Synaptic vesicle recycling and Parkinson’s disease

Neurodegenerative diseases have a devastating impact on the lives of patients, their family and friends and broader on the society as a whole. For many of these diseases no or only palliative treatment exists. Alternatively, medication exists but has drawbacks in the form of side effects or reduced effectiveness in time. Neurodegenerative diseases, such as Alzheimer’s, Parkinson’s and Huntington’s display a progressive loss of nerve cells in specific areas of the brain. The understanding of the molecular mechanisms underlying this loss of cells is still far from complete.

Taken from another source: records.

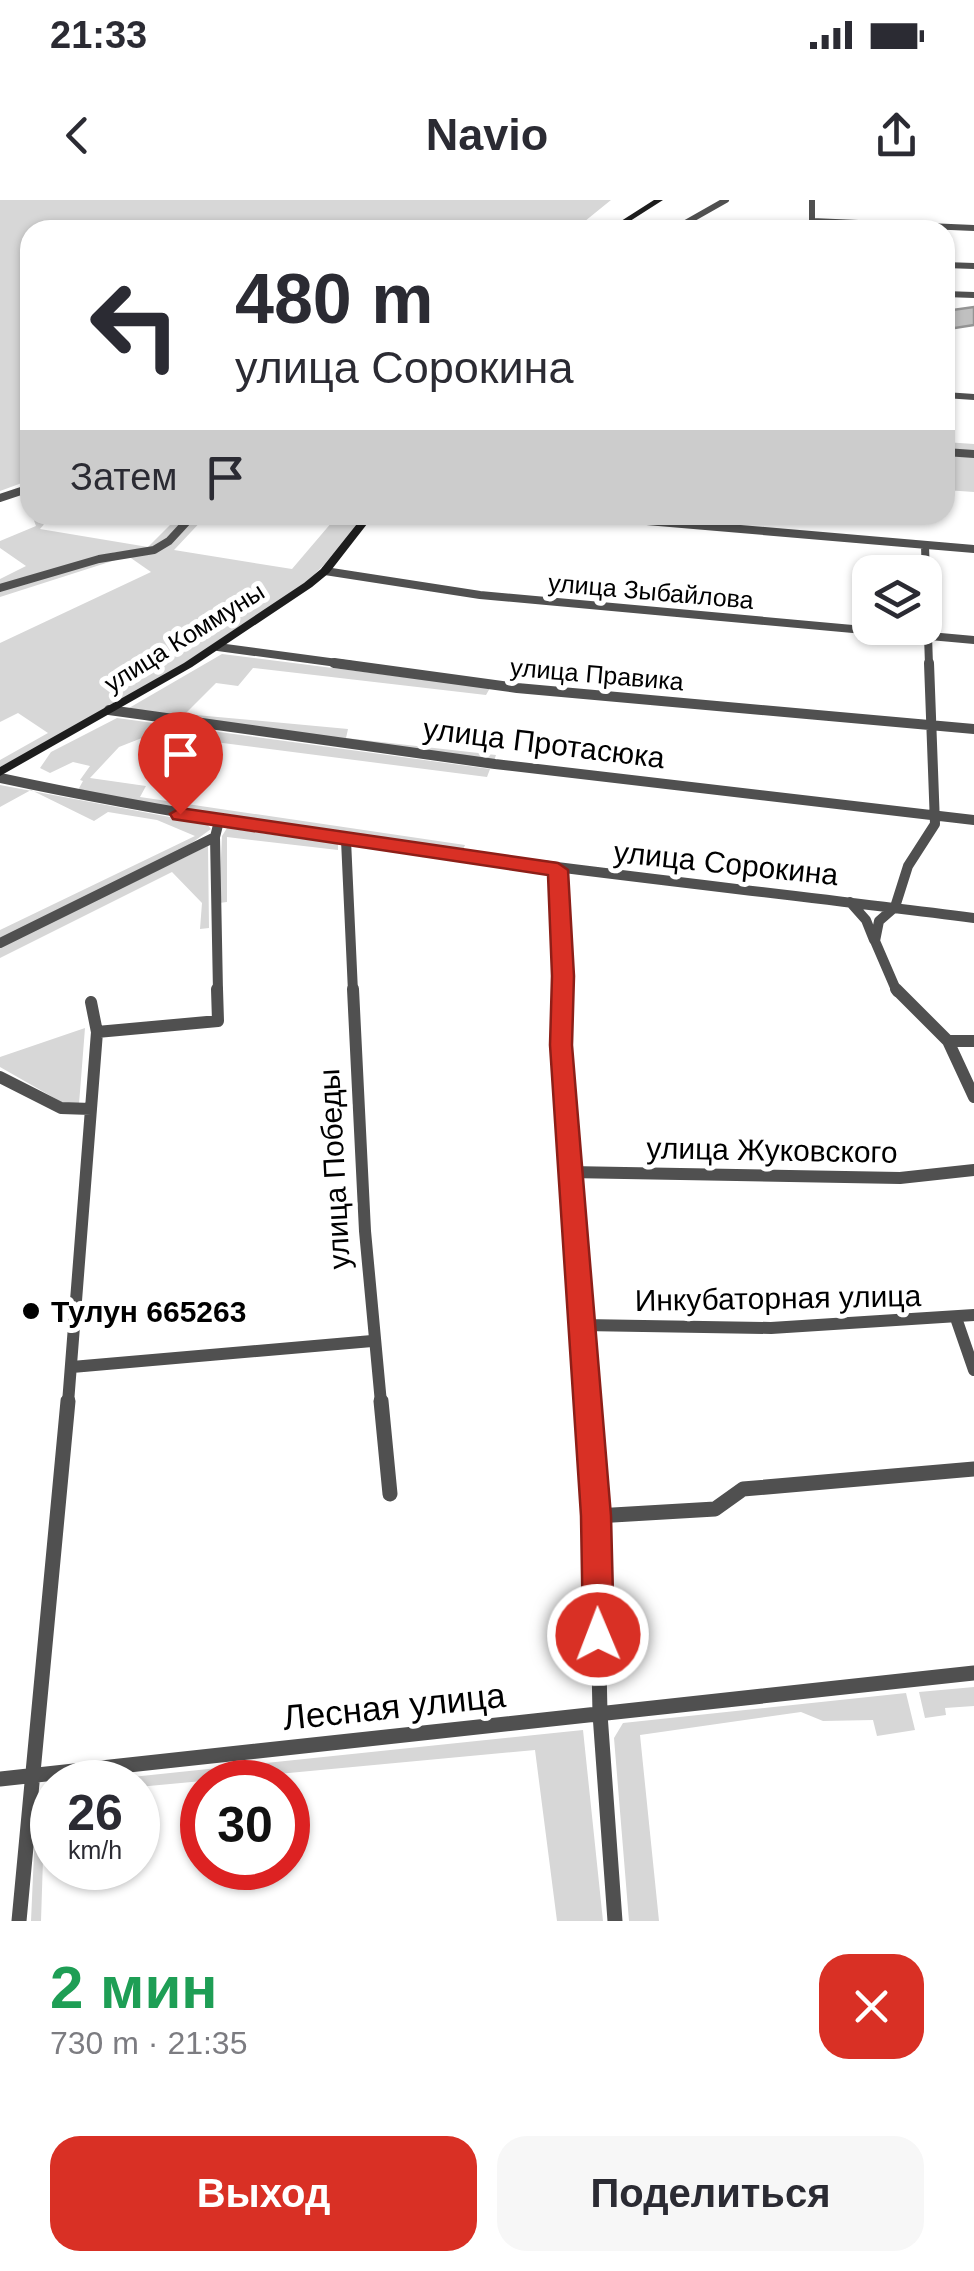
<!DOCTYPE html>
<html lang="ru">
<head>
<meta charset="utf-8">
<style>
	:root { --surface:#fff; --page:#f7f7f7; --text:#2b2b33; --muted:#7c7c81; --accent:#d93025 }
	body { margin:0; font-family:Arial,sans-serif; background:var(--page); color:var(--text); height:100vh; display:flex; flex-direction:column; font-size:38px; white-space:nowrap }
	* { box-sizing:border-box; margin:0 }
	p { font-size:32px; color:var(--muted) }
	.icon { flex:none; width:55px; height:55px; fill:none; stroke:currentColor; stroke-width:2; stroke-linecap:round; stroke-linejoin:round }
	.map { position:relative; height:1721px; overflow:hidden }
	.panel { display:flex; flex-direction:column; background:var(--surface); flex:1 }
	.panel>* { flex:none }
	.top-card { position:absolute; left:20px; top:20px; width:935px; height:305px; border-radius:30px; box-shadow:0 2px 8px #0004; background:#fff; color:var(--text); overflow:hidden }
	.tools { position:absolute; left:852px; top:355px; display:grid; gap:20px }
	.tools a { display:grid; place-items:center; width:90px; height:90px; border-radius:20px; background:var(--surface); box-shadow:0 2px 8px #0004; font-size:50px }
	.speed { position:absolute; left:30px; top:1560px; display:flex; gap:20px; font-size:50px; font-weight:700; text-align:center }
	.speed>* { display:grid; place-content:center; width:130px; height:130px; border-radius:50%; background:var(--surface); box-shadow:0 2px 8px #0004; line-height:1 }
	.speed small { font-size:25px; font-weight:400 }
	.speed .limit { border:15px solid #d22; background:#fff; color:#111 }
	.pin { position:absolute; display:grid; place-items:center; width:85px; height:85px; color:#fff; margin:-102px -42px; border-radius:50% 50% 50% 0; rotate:-45deg; box-shadow:0 0 10px #0007 }
	.pin .icon { rotate:45deg }
	.me { position:absolute; width:110px; margin:-55px; rotate:359deg; stroke-linejoin:round; filter:drop-shadow(0 0 8px #0008) }
	.turn { display:flex; align-items:center; gap:35px; height:210px; padding:0 50px; font-size:45px }
	.turn .icon { width:130px; height:130px; stroke-width:2.5 }
	.turn b { display:block; font-size:70px; line-height:85px }
	.then { display:flex; align-items:center; height:95px; padding:0 50px; background:#0003; gap:20px; font-size:38px }
	.round { display:grid; place-items:center; flex:none; width:105px; height:105px; border-radius:30px; background:var(--page) }
	.overview { display:flex; align-items:center; justify-content:space-between; height:170px; padding:0 50px }
	h1 { font-size:60px; font-weight:600; line-height:75px; color:#1e9e55 }
	.action { display:flex; gap:20px; margin-top:auto; padding:20px 50px }
	.action a { flex:1; height:115px; border-radius:30px; background:var(--accent); color:#fff; font-size:40px; font-weight:600; line-height:115px; text-align:center }
	.action a+a { background:var(--page); color:var(--text) }
	.status { display:flex; justify-content:space-between; align-items:center; height:70px; padding:0 50px; background:var(--surface); direction:ltr }
	.status svg { height:28px; fill:currentColor }
	header { display:flex; justify-content:space-between; align-items:center; height:130px; padding:0 50px; background:var(--surface); font-size:45px; font-weight:600 }
	.map>svg:first-child { display:block }
</style>
</head>
<body>
<div class="status"><b>21:33</b><svg viewBox="0 0 49 12"><path d="M0 12V9h3v3zM5 12V6h3v6zM10 12V3h3v9zM15 12V0h3v12zM26 1h20v11H26zM47 4h2v5h-2z"/></svg></div>
<header><svg class="icon" aria-label="back" viewBox="0 0 24 24"><path d="M15 5l-7 7 7 7"/></svg>Navio<svg class="icon" aria-label="share" viewBox="0 0 24 24"><path d="M12 15V3M7 8l5-5 5 5M5 13v7h14v-7"/></svg></header>
<div class="map">
<svg width="974" height="1721" viewBox="0 0 974 1721">
	<rect width="100%" height="100%" fill="#fff"/>
	<!-- green -->
	<path fill="#d7d7d7" d="M0,0H611L574,30H30V280L0,291Z
		M945,242L974,244V292L945,290Z
		M32,315H52L40,329L148,347L180,315H188L163,342L144,351L116,352L0,386V379L26,366L0,348V341L36,326Z
		M197,315H207L174,350L292,369L338,315H364L324,365L294,394L139,493L0,567V560L48,533L18,513L0,522V443L151,372L128,356L0,397V391L109,359C162,347 158,362 197,315Z
		M222,454L490,488L486,495L253,468L238,486L216,483L185,514L348,529L346,538L496,555L494,561L134,514L129,508Z
		M117,518L490,569L487,577L152,534L119,547L90,578L146,586L140,597L465,645L463,650L156,605L78,590L83,581L80,580L90,566L73,562L50,573L40,568L51,552Z
		M0,585L207,624L211,629L189,645L0,739V730L195,636L157,620L108,612L94,621L31,590L0,607Z
		M227,628L338,644V650L227,637V702L219,703L222,636Z
		M208,646L209,728L200,729L202,703L172,672L0,758V747Z
		M85,828L79,904L63,903L0,867V857Z
		M974,1487V1506L945,1508L946,1515L925,1518L919,1492Z
		M906,1493L915,1530L877,1536L873,1520L823,1521L801,1512L640,1535L659,1721H629L614,1538L623,1523Z
		M583,1530L603,1721H557L535,1550L138,1587V1582H84Z
		M52,1588V1595L45,1596L41,1721H31L36,1608Z"/>
	<!-- building -->
	<path fill="#c0c0c0" stroke="#949494" stroke-width="2.5" d="M974,107V125L955,128L945,121V111Z"/>
	<g fill="none" stroke-linecap="round" stroke-linejoin="round">
		<!-- street-far4 -->
		<path stroke="#505050" stroke-width="6" d="M812,0V30
			M812,21L974,28
			M673,30L726,0
			M945,65L974,66
			M945,94L974,95
			M945,195L974,197"/>
		<!-- street-far3 -->
		<path stroke="#505050" stroke-width="8" d="M945,252L974,254
			M0,298L30,288
			M576,315L974,349
			M925,346L929,465
			M325,371L480,395L974,440
			M0,388L99,359L154,350L169,341L193,315
			M218,447L352,465"/>
		<!-- street-far2 -->
		<path stroke="#505050" stroke-width="10" d="M334,463L517,488L974,529
			M109,510L495,564L974,620
			M0,578C322,647 648,676 974,718
			M346,640L353,792
			M558,670L563,792
			M850,702L866,720L874,740
			M0,743L215,637
			M218,792L215,637L219,621
			M897,792L875,741L879,721L895,707L908,666L935,624L929,463"/>
		<!-- street-far1 -->
		<path stroke="#505050" stroke-width="12" d="M353,789L365,1031L381,1203
			M563,789L561,845L588,1203
			M896,789L948,841
			M97,832L218,821L217,789
			M974,841H948L974,897
			M0,877L61,908L91,909
			M569,972L900,978L974,970
			M956,1118L974,1170
			M583,1125L771,1128L974,1115
			M72,1167L372,1141
			M68,1203L97,832L91,802"/>
		<!-- street -->
		<path stroke="#505050" stroke-width="15" d="M381,1201L390,1294
			M587,1201L596,1316L600,1514L615,1721
			M596,1316L715,1309L743,1289L974,1269
			M0,1579L974,1473
			M19,1721L68,1201"/>
		<!-- secondary -->
		<path fill="#1d1d1d" fill-rule="evenodd" d="M654,0H663L616,30H607Z
			M364,315H374L329,373L312,387L192,467L0,576V567L184,463L304,383L321,369Z"/>
	</g>
	<!-- route -->
	<path fill="#d93025" stroke="#8d1f18" stroke-width="2.5" d="M180,608L558,663L568,670L574,776L572,845L611,1316L614,1435L609,1446L598,1450L588,1446L583,1435L581,1316L550,845L552,776L548,675L173,619L170,614Z"/>
	<!-- markers -->
	<circle fill="#000" stroke="#fff" stroke-width="4" cx="31" cy="1111" r="10"/>
	<g text-anchor="middle" dominant-baseline="central" stroke-width="10" stroke-linejoin="round" paint-order="stroke">
		<!-- far-street labels -->
		<g font-size="25" fill="#000" stroke="#fff">
			<text transform="translate(651 391) rotate(5)">улица Зыбайлова</text>
			<text transform="translate(184 437) rotate(-32)">улица Коммуны</text>
			<text transform="translate(597 474) rotate(5)">улица Правика</text>
		</g>
		<!-- street labels -->
		<g font-size="30" fill="#000" stroke="#fff">
			<text transform="translate(544 543) rotate(7)">улица Протасюка</text>
			<text transform="translate(726 663) rotate(6)">улица Сорокина</text>
			<text transform="translate(772 950) rotate(1)">улица Жуковского</text>
			<text transform="translate(334 969) rotate(-93)">улица Победы</text>
			<text transform="translate(778 1098) rotate(-1)">Инкубаторная улица</text>
		</g>
		<!-- poi labels -->
		<g font-size="30" font-weight="bold" fill="#000" stroke="#fff" text-anchor="start">
			<text x="51" y="1111">Тулун 665263</text>
		</g>
		<!-- near-street labels -->
		<g font-size="35" fill="#000" stroke="#fff">
			<text transform="translate(394 1506) rotate(-6)">Лесная улица</text>
		</g>
	</g>
</svg>
<div class="tools">
<a><svg class="icon" aria-label="layers" viewBox="0 0 24 24"><path d="M12 4l9 5-9 5-9-5zM3 14l9 5 9-5"/></svg></a>
</div>
<div class="speed"><div>26<small>km/h</small></div><div class="limit">30</div></div>
<div class="pin" style="left:180px;top:614px;background:#d93025"><svg class="icon" aria-label="arrive" viewBox="0 0 24 24"><path d="M6 21V4h12l-3 4 3 4H6"/></svg></div>
<svg class="me" style="left:598px;top:1435px" viewBox="-20 -20 40 40"><circle r="17" fill="#d93025" stroke="#fff" stroke-width="3"/><path d="M0-11L8 9 0 5-8 9z" fill="#fff"/></svg>
<div class="top-card">
<div class="turn"><svg class="icon" aria-label="left" viewBox="0 0 24 24"><path d="M17 20v-9H6M10 6l-5 5 5 5"/></svg><div><b>480 m</b>улица Сорокина</div></div>
<div class="then">Затем<svg class="icon" aria-label="arrive" viewBox="0 0 24 24"><path d="M6 21V4h12l-3 4 3 4H6"/></svg></div>
</div>
</div>
<section class="panel">
<div class="overview"><div><h1>2 мин</h1><p>730 m · 21:35</p></div><a class="round" style="background:#d93025;color:#fff"><svg class="icon" aria-label="close" viewBox="0 0 24 24"><path d="M6 6l12 12M18 6L6 18"/></svg></a></div>
<div class="action"><a>Выход</a><a>Поделиться</a></div>
</section>
</body>
</html>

My project entitled “Recycling Parkinsons” intended to find genes that are directly or indirectly involved in the pathogenesis on Parkinson’s disease. For that purpose I performed a genetic screen in
the fruit fly Drosophila melanogaster. Drosophila has orthologous genes for many of the genes that
are found to be mutated in the familial forms of Parkinson’s. One of these genes is Pink1 and I found
that removing the mitochondrial protein Nitric Oxide Associated 1 (NOA1) has a beneficial influence on motor skills in flies lacking Pink1. Because the function of NOA1 has not been fully elucidated, I studied its role in mitochondria of the nerve endings that signal to the muscles of Drosophila larvae. I found that animals lacking the gene, or having specific point mutations leading to alterations of the catalytic GTPase domain in NOA1had defects in their electrophysiological response (ERG) to light. I could however not completely rule out that this phenotype was not due to genetic alterations is other genes, since reintroduction of the Drosophila gene for NOA1, only partially rescued the ERG defect. Since we did not find robust other phenotypes I decided to discontinue aim1 and focus on the results of aim 2 and 3.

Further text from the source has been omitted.